Pick a card, Chrissie.
She itched to hold the decks, palm the tiny objects the way he’d taught her, but another part of her wanted nothing to do with it.
She thought about it on the way to yoga, and on the way home, and after her long shift at the restaurant. And her sleep fractured, leaving her as wide-awake as the thrum of Boston outside her window.
This went on for another week, until she got the call that her boss, Rosa, was in the hospital, and the restaurant was closed. Now there was nothing to think about but the box, and what it contained. And the truth was, no matter how great her anger at her father and herself, her desire to open the box was greater. She craved the comfort of those old, familiar objects.
Christina surrendered.
Swallowing the knot in her throat, she flipped the latch. It sounded louder than all the traffic on Commonwealth. Her fingers once again tasted the textures—the foam of the sponge balls, bits of red crumbling into dust; the shiny silver cups; the decks of cards engineered for tricks.
Pick a card, Chrissie.
Shuddering, she snapped the lid shut.
It was too late for her. Too many years had gone by, and her skills were shot. She might as well give the box away—to the owner of the magic store she passed on her way to yoga class. But she didn’t.
* * *
A mild heart attack. The words sounded ridiculous, like a teensy war or an insignificant tsunami. Nothing about a heart attack, especially one that required an emergency bypass, struck Christina as mild. Especially when it involved Rosa. The older woman acted as if it had been nothing, like she’d burned her hand taking a pan of lasagna out of the oven. In fact, only hours post-op, Rosa was putting on lipstick and inviting Christina to play a few hands of gin rummy on her hospital bed. Christina accepted, of course. She wanted to. And none of the other waitresses had bothered to visit.
“Your turn, honey.” Rosa nodded toward Christina’s cards.
“You sure you don’t want to try to get some rest?”
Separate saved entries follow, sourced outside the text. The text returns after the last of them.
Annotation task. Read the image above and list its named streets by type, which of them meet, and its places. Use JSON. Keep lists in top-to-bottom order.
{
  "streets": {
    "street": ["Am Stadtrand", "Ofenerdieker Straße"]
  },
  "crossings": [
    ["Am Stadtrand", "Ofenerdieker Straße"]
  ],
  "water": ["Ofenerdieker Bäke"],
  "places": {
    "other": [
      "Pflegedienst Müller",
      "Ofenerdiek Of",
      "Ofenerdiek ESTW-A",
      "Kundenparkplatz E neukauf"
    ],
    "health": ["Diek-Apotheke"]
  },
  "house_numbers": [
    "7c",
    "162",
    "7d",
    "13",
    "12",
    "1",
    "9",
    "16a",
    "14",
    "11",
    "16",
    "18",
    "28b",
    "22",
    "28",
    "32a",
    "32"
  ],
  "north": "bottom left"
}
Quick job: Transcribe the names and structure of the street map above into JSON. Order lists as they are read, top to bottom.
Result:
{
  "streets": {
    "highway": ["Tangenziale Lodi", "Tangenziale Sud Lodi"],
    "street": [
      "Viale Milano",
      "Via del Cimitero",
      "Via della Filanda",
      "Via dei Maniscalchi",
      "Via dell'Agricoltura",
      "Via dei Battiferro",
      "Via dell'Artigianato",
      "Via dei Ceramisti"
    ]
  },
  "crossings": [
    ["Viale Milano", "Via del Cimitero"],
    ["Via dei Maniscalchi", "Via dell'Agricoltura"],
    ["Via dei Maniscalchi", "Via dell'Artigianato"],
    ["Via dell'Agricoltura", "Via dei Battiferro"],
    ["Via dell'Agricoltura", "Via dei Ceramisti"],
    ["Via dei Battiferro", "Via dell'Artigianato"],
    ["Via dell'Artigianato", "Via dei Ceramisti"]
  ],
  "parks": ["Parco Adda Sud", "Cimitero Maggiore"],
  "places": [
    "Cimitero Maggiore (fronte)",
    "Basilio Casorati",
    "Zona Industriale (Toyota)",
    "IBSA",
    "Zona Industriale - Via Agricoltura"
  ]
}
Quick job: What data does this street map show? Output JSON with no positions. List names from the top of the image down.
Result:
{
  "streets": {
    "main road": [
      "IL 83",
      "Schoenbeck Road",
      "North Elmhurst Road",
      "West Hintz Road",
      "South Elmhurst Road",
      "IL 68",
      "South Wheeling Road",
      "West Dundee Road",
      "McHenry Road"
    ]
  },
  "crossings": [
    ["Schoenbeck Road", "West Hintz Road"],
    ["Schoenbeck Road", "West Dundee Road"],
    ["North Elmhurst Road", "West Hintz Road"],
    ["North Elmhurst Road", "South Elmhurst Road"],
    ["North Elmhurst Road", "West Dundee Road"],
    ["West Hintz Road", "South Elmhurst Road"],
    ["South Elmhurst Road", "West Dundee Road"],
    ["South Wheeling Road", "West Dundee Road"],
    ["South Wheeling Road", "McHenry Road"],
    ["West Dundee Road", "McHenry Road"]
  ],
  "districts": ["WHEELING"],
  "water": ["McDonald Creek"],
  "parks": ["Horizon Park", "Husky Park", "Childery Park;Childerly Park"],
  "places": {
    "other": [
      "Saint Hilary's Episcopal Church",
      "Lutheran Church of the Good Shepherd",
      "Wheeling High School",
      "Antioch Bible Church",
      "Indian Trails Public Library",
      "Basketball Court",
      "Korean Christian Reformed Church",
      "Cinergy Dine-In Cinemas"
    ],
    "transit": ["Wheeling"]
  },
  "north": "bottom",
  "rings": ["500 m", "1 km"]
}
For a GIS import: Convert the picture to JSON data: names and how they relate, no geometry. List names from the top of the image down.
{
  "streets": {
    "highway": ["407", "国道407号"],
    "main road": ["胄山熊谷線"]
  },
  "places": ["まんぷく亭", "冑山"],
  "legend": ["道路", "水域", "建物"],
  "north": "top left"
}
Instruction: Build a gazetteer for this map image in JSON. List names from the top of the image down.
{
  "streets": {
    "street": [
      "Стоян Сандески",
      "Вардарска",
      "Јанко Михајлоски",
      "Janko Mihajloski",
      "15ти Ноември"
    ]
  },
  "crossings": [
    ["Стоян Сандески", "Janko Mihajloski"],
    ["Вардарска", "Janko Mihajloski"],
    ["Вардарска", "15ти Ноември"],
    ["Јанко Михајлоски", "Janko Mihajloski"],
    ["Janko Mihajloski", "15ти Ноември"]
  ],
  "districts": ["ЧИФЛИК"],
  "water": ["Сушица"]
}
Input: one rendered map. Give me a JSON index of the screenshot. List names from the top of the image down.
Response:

“Rest, ha. I don’t need rest. I need to cook. And then get a decent night’s sleep in my own bed.”
She did look tired, though. Her color was beginning to fade; the words were coming slowly, mixed with more Italian than usual. Yet Rosa kept talking, telling Christina the secret of her famous osso buco. She was just winding into her story about the night Joe DiMaggio came into the restaurant when her husband returned to the room.
“Rosabella.” Sal reached down to pat her cheek. “It was DiMaggio’s son. Remember?”
“I think she needs a nap,” Christina said.
Rosa’s lovely, limpid eyes were already half-closed. Sal nodded, cupped a hand to Christina’s elbow, and guided her out into the hall. “You’re a good girl,” he said, “like a daughter. But you don’t have to stay. Surely you have other things…”
Christina shrugged. “I don’t mind.” A yawn caught her off guard. “But I need to pop downstairs and grab a cup of coffee. You want anything?”
“Yes,” he said. “I would like this never to happen to my beautiful bride again. Maybe you could pop into the chapel and ask the Big Guy to do something about that.”
If only she could. If only her father’s magic wands were real and she could wave all of this away.